The quality of the cashflow?
The ability to clearly "ring-fence" cashflows relating to the specific asset portfolio.
Are the assets assignable?
Would the lessees/borrowers need to be informed and would there by any issues associated with them being told?
The quality of the client management information systems.
What is the payment history in relation to default and/or late payment?
The ability to perfect security over the assets.
The reputation of the originator in terms of ongoing performance risk in the cash collection process/lessee management.
Securitisation deals typically take 3 to 6 months.
Generally the lender will commission an independent review of the business opportunity/due diligence before proceeding.

Some of the asset types that might be opportunities for Securitisation:

Sector Suitable Asset Classes
Aircraft Manufacturers Hulls, subordinated loans to operators; leases; spares and finance programs for suppliers.
Airport Operators Property leases; operating subsidies and land slots.
Banks: Commercial loans; bond portfolios; residential mortgages and property asset
Commodities: Future receivables
Corporates: Trade receivables and property.
Distributors: Trade receivables; long-term contracts and sale and lease-back (containers
Export Agencies Repackaging of guaranteed loans.
Finance Companies  Credit card receivables, secured and unsecured loans; small business loans; franchisee loans and car loans.

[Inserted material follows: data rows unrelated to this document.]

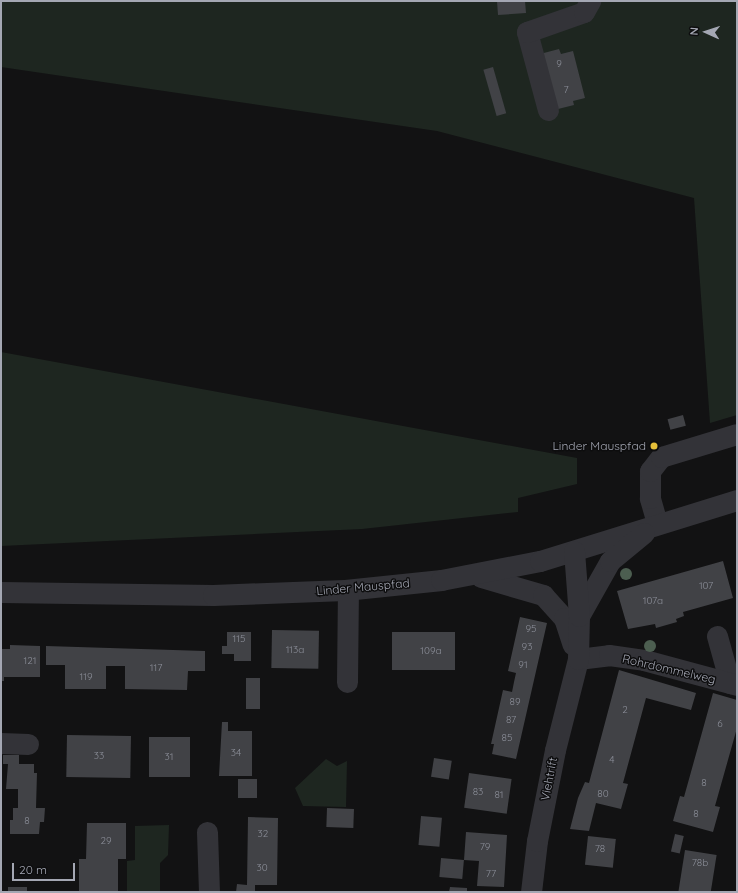 <!DOCTYPE html>
<html>
<head>
<meta charset="utf-8">
<style>
	body { margin:0 }
	#map { position:relative; width:738px; height:893px; overflow:hidden; background:#121213; font-family:Quicksand,sans-serif }
	div>[style] { position:absolute }
	.green>* { inset:0; background:#1e2620 }
	.building>* { inset:0; background:#414246; transform-origin:0 0 }
	.minor>* { height:21px; margin:-10.5px; padding:0 10.5px; transform-origin:10.5px; border-radius:10.5px; background:#333338 }
	.trees>* { width:12px; height:12px; margin:-6px; border-radius:50%; background:#4c5e50 }
	.dots>* { width:11px; height:11px; translate:-50% -50%; box-sizing:border-box; border:2px solid #0d0d0e; border-radius:50% }
	span { translate:-50% -50%; white-space:nowrap; text-align:center; line-height:1.15; -webkit-text-stroke:3px #0d0d0e; paint-order:stroke }
	.number-label { font-size:10px; color:#8b8e98 }
	.number-label span { -webkit-text-stroke-width:0 }
	.poi-label { font-size:12px; color:#a4a7b3 }
	.right { translate:-100% -50%; text-align:right }
	.street-label { font-size:12px; color:#a4a7b3 }
	.frame { position:absolute; inset:0; border:2px solid #a4a7b3; pointer-events:none }
	.north { position:absolute; left:686px; top:12px; width:40px; height:40px; -webkit-text-stroke:3px #0d0d0e; paint-order:stroke; rotate:273deg; font-size:11px; font-weight:700; line-height:16px; text-align:center; color:#a4a7b3 }
	.north::after { content:''; display:block; margin:auto; width:14px; height:18px; background:#a4a7b3; clip-path:polygon(50% 0,100% 100%,50% 72%,0 100%) }
	.scale { position:absolute; left:12px; top:863px; width:63px; height:18px; box-sizing:border-box; border:2px solid #a4a7b3; border-top:0; padding-left:5px; font-size:12px; line-height:14px; white-space:nowrap; color:#a4a7b3; -webkit-text-stroke:3px #0d0d0e; paint-order:stroke }
</style>
</head>
<body>
<div id="map">
	<div class="green">
		<i style="clip-path:polygon(1px 1px,737px 1px,737px 415px,710px 423px,694px 198px,437px 131px,1px 67px)"></i>
		<i style="clip-path:polygon(1px 352px,577px 458px,577px 484px,518px 498px,518px 512px,362px 529px,1px 546px)"></i>
		<i style="clip-path:polygon(326px 759px,337px 766px,347px 761px,346px 807px,303px 806px,295px 788px)"></i>
		<i style="clip-path:polygon(169px 825px,168px 855px,160px 863px,160px 892px,127px 892px,127px 861px,135px 860px,135px 826px)"></i>
	</div>
	<div class="building">
		<i style="clip-path:polygon(497px 1px,525px 1px,526px 13px,498px 15px)"></i>
		<i style="clip-path:polygon(559px 49px,561px 54px,573px 51px,585px 98px,573px 101px,574px 105px,554px 110px,540px 54px)"></i>
		<i style="left:493px;top:67px;width:48px;height:10px;rotate:74deg"></i>
		<i style="left:683px;top:415px;width:11px;height:16px;rotate:75deg"></i>
		<i style="clip-path:polygon(723px 561px,733px 598px,683px 612px,684px 616px,676px 619px,677px 622px,656px 628px,655px 624px,628px 629px,617px 591px)"></i>
		<i style="clip-path:polygon(520px 617px,547px 623px,516px 759px,492px 754px,494px 744px,491px 744px,503px 690px,512px 692px,514px 682px,516px 673px,508px 671px)"></i>
		<i style="left:272px;top:630px;width:47px;height:38px;rotate:1deg"></i>
		<i style="clip-path:polygon(227px 632px,251px 632px,251px 661px,234px 661px,234px 654px,222px 654px,222px 646px,227px 646px)"></i>
		<i style="left:392px;top:632px;width:63px;height:38px"></i>
		<i style="clip-path:polygon(10px 645px,40px 646px,40px 677px,4px 677px,4px 681px,1px 681px,1px 649px,10px 649px)"></i>
		<i style="clip-path:polygon(46px 646px,205px 651px,205px 671px,188px 671px,187px 690px,125px 689px,125px 666px,106px 666px,106px 689px,65px 689px,65px 665px,46px 665px)"></i>
		<i style="clip-path:polygon(619px 670px,696px 693px,691px 710px,646px 698px,623px 783px,628px 784px,621px 809px,596px 803px,589px 831px,570px 829px,578px 798px,585px 782px,589px 783px)"></i>
		<i style="left:246px;top:678px;width:14px;height:31px"></i>
		<i style="clip-path:polygon(713px 693px,737px 700px,737px 728px,715px 806px,720px 807px,713px 832px,673px 821px,680px 796px,684px 797px)"></i>
		<i style="clip-path:polygon(222px 722px,228px 722px,228px 731px,252px 731px,252px 776px,219px 776px)"></i>
		<i style="left:67px;top:735px;width:64px;height:42px;rotate:1deg"></i>
		<i style="left:149px;top:737px;width:41px;height:40px"></i>
		<i style="clip-path:polygon(3px 755px,19px 755px,19px 764px,34px 764px,34px 773px,37px 773px,36px 808px,45px 808px,44px 822px,40px 822px,39px 834px,10px 834px,10px 820px,13px 820px,13px 808px,18px 808px,18px 789px,6px 789px,8px 764px,3px 764px)"></i>
		<i style="left:434px;top:758px;width:18px;height:19px;rotate:9deg"></i>
		<i style="left:469px;top:773px;width:43px;height:35px;rotate:8deg"></i>
		<i style="left:238px;top:779px;width:19px;height:19px"></i>
		<i style="left:327px;top:808px;width:27px;height:19px;rotate:2deg"></i>
		<i style="left:421px;top:816px;width:21px;height:29px;rotate:5deg"></i>
		<i style="clip-path:polygon(248px 817px,278px 818px,277px 885px,255px 885px,255px 892px,236px 892px,237px 884px,247px 885px)"></i>
		<i style="clip-path:polygon(87px 823px,126px 823px,126px 859px,118px 859px,118px 892px,79px 892px,79px 859px,86px 859px)"></i>
		<i style="clip-path:polygon(466px 832px,507px 835px,504px 887px,477px 886px,479px 861px,464px 860px)"></i>
		<i style="left:675px;top:834px;width:9px;height:18px;rotate:13deg"></i>
		<i style="left:588px;top:836px;width:28px;height:29px;rotate:6deg"></i>
		<i style="left:685px;top:850px;width:32px;height:42px;rotate:9deg"></i>
		<i style="left:441px;top:858px;width:23px;height:19px;rotate:5deg"></i>
		<i style="left:8px;top:887px;width:19px;height:5px"></i>
		<i style="clip-path:polygon(450px 887px,467px 888px,467px 892px,449px 892px)"></i>
	</div>
	<div class="minor">
		<i style="left:548px;top:110px;width:81px;rotate:-105.1deg"></i>
		<i style="left:527px;top:32px;width:60px;rotate:-19.3deg"></i>
		<i style="left:584px;top:12px;width:13px;rotate:-61deg"></i>
		<i style="left:657px;top:523px;width:26px;rotate:-106deg"></i>
		<i style="left:650px;top:498px;width:27px;rotate:-90deg"></i>
		<i style="left:650px;top:471px;width:18px;rotate:-52deg"></i>
		<i style="left:661px;top:457px;width:79px;rotate:-16.8deg"></i>
		<i style="left:481px;top:577px;width:65px;rotate:16.2deg"></i>
		<i style="left:543px;top:595px;width:31px;rotate:48deg"></i>
		<i style="left:564px;top:618px;width:28px;rotate:72deg"></i>
		<i style="left:1px;top:592px;width:212px;rotate:0.8deg"></i>
		<i style="left:213px;top:595px;width:132px;rotate:-2.2deg"></i>
		<i style="left:345px;top:590px;width:97px;rotate:-5.9deg"></i>
		<i style="left:441px;top:580px;width:101px;rotate:-10.9deg"></i>
		<i style="left:540px;top:561px;width:206px;rotate:-17.2deg"></i>
		<i style="left:579px;top:616px;width:63px;rotate:-60.6deg"></i>
		<i style="left:610px;top:561px;width:44px;rotate:-39.5deg"></i>
		<i style="left:717px;top:636px;width:49px;rotate:74.5deg"></i>
		<i style="left:578px;top:659px;width:31px;rotate:-7deg"></i>
		<i style="left:609px;top:655px;width:35px;rotate:8deg"></i>
		<i style="left:644px;top:660px;width:96px;rotate:15deg"></i>
		<i style="left:347px;top:682px;width:92px;rotate:-89.4deg"></i>
		<i style="left:1px;top:743px;width:27px;rotate:2deg"></i>
		<i style="left:207px;top:832px;width:60px;rotate:88.1deg"></i>
		<i style="left:531px;top:892px;width:51px;rotate:-83.3deg"></i>
		<i style="left:537px;top:841px;width:93px;rotate:-78.8deg"></i>
		<i style="left:555px;top:750px;width:94px;rotate:-75.8deg"></i>
		<i style="left:578px;top:659px;width:43px;rotate:-88.7deg"></i>
		<i style="left:579px;top:616px;width:65px;rotate:-94.4deg"></i>
	</div>
	<div class="trees">
		<i style="left:626px;top:574px"></i>
		<i style="left:650px;top:646px"></i>
	</div>
	<div class="dots">
		<i style="left:654px;top:446px;background:#e4be39"></i>
	</div>
	<div class="number-label">
		<span style="left:559px;top:64px">9</span>
		<span style="left:566px;top:90px">7</span>
		<span style="left:706px;top:586px">107</span>
		<span style="left:653px;top:601px">107a</span>
		<span style="left:531px;top:629px">95</span>
		<span style="left:239px;top:639px">115</span>
		<span style="left:527px;top:647px">93</span>
		<span style="left:295px;top:650px">113a</span>
		<span style="left:431px;top:651px">109a</span>
		<span style="left:30px;top:661px">121</span>
		<span style="left:523px;top:665px">91</span>
		<span style="left:156px;top:668px">117</span>
		<span style="left:86px;top:677px">119</span>
		<span style="left:515px;top:702px">89</span>
		<span style="left:625px;top:710px">2</span>
		<span style="left:511px;top:720px">87</span>
		<span style="left:720px;top:724px">6</span>
		<span style="left:507px;top:738px">85</span>
		<span style="left:236px;top:753px">34</span>
		<span style="left:99px;top:756px">33</span>
		<span style="left:169px;top:757px">31</span>
		<span style="left:612px;top:760px">4</span>
		<span style="left:704px;top:783px">8</span>
		<span style="left:478px;top:792px">83</span>
		<span style="left:603px;top:794px">80</span>
		<span style="left:499px;top:795px">81</span>
		<span style="left:696px;top:814px">8</span>
		<span style="left:27px;top:821px">8</span>
		<span style="left:263px;top:834px">32</span>
		<span style="left:106px;top:841px">29</span>
		<span style="left:485px;top:847px">79</span>
		<span style="left:600px;top:849px">78</span>
		<span style="left:700px;top:863px">78b</span>
		<span style="left:262px;top:868px">30</span>
		<span style="left:491px;top:874px">77</span>
	</div>
	<div class="poi-label">
		<span class="right" style="left:646px;top:446px">Linder Mauspfad</span>
	</div>
	<div class="street-label">
		<span style="left:363px;top:587px;rotate:-5deg">Linder Mauspfad</span>
		<span style="left:669px;top:669px;rotate:13deg">Rohrdommelweg</span>
		<span style="left:549px;top:779px;rotate:-79deg">Viehtrift</span>
	</div>
	<div class="frame"></div>
	<div class="north">N</div>
	<div class="scale">20 m</div>
</div>
</body>
</html>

Insurance Companies: Future insurance premia.
Municipalities Tax liens; welfare housing and future tax receivables.
Oil Companies: Future receivables; off-take agreements.
Property Companies Timeshares; servicing charges; rents; leases and ground leases.
Public Project Operators Toll roads; bridges; power contracts; subsidies and public sector cont
Sovereigns Tax liens and public finance loans.
Telecom Operators Cross boarder charges; equipment and rental and long-term corporate contracts.
Vehicle Manufacturers Dealer floor-plan receivables; car loans; supplier finance and commercial vehicle loans.